◆ Description of the task ◆
Your answer should show every line of the material below that includes "Avenue".

◆ Provided material ◆
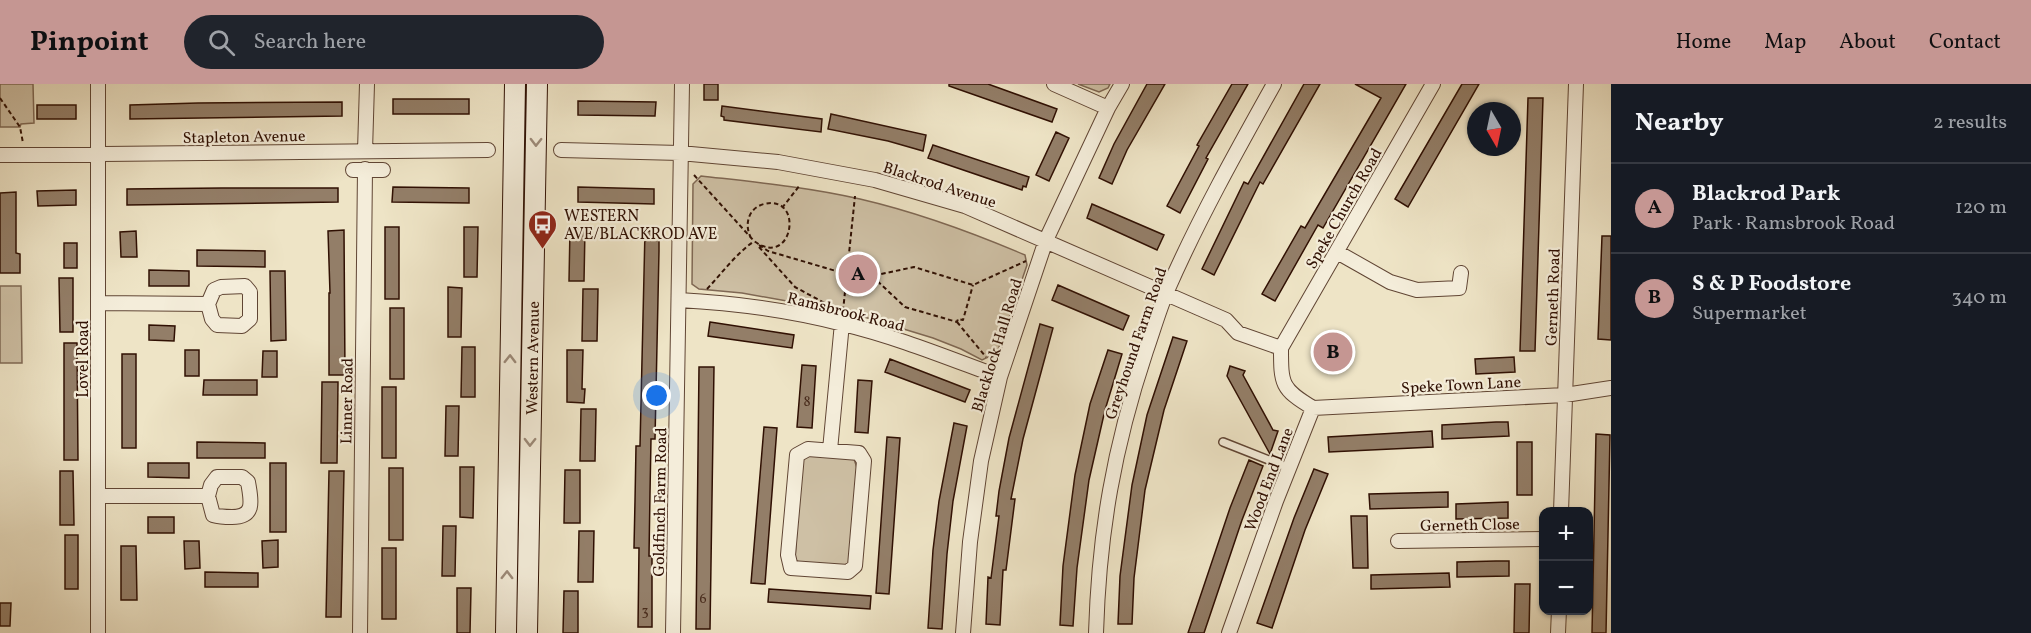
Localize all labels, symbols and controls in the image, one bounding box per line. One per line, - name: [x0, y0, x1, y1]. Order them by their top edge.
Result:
- search box: [184, 15, 604, 69]
- text: Pinpoint: [30, 23, 148, 62]
- icon: search: [205, 26, 238, 59]
- text: Search here: [253, 27, 366, 58]
- text: Home: [1676, 28, 1731, 57]
- text: Map: [1764, 28, 1806, 57]
- text: About: [1839, 28, 1896, 57]
- text: Contact: [1929, 28, 2001, 57]
- north arrow: [1467, 102, 1521, 156]
- text: Nearby: [1635, 105, 1724, 141]
- text: 2 results: [1933, 109, 2007, 137]
- street label: Stapleton Avenue: [182, 126, 306, 150]
- one-way arrow: [529, 138, 542, 147]
- street label: Speke Church Road: [1301, 145, 1388, 273]
- street label: Blackrod Avenue: [880, 157, 999, 215]
- text: Blackrod Park: [1692, 179, 1840, 210]
- text: A: [1647, 194, 1662, 222]
- text: 120 m: [1955, 194, 2007, 222]
- place label: WESTERN AVE/BLACKROD AVE: [564, 206, 717, 246]
- bus stop icon: WESTERN AVE/BLACKROD AVE: [527, 208, 559, 250]
- text: Park · Ramsbrook Road: [1692, 210, 1895, 238]
- street label: Gerneth Road: [1541, 248, 1567, 346]
- pin: A: [838, 252, 878, 297]
- street label: Greyhound Farm Road: [1100, 265, 1173, 423]
- text: S & P Foodstore: [1692, 269, 1851, 300]
- street label: Blacklock Hall Road: [967, 276, 1029, 415]
- text: B: [1648, 284, 1661, 312]
- text: 340 m: [1951, 284, 2007, 312]
- street label: Ramsbrook Road: [784, 288, 907, 338]
- text: Supermarket: [1692, 300, 1807, 328]
- street label: Western Avenue: [522, 301, 546, 415]
- street label: Lovel Road: [73, 320, 95, 398]
- pin: B: [1314, 330, 1352, 374]
- one-way arrow: [504, 354, 516, 363]
- street label: Linner Road: [336, 358, 360, 444]
- street label: Speke Town Lane: [1401, 372, 1522, 400]
- your location: [642, 381, 671, 410]
- house number: 8: [803, 393, 811, 412]
- street label: Wood End Lane: [1240, 425, 1300, 535]
- street label: Goldfinch Farm Road: [649, 427, 673, 577]
- one-way arrow: [524, 438, 537, 447]
- map controls: [1539, 507, 1593, 615]
- button: +: [1539, 507, 1593, 561]
- street label: Gerneth Close: [1420, 514, 1520, 538]
- button: −: [1539, 561, 1593, 615]
- one-way arrow: [501, 570, 513, 579]
- house number: 6: [699, 590, 707, 609]
- house number: 3: [641, 602, 649, 621]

◆ Written response ◆
- street label: Stapleton Avenue: [182, 126, 306, 150]
- street label: Blackrod Avenue: [880, 157, 999, 215]
- street label: Western Avenue: [522, 301, 546, 415]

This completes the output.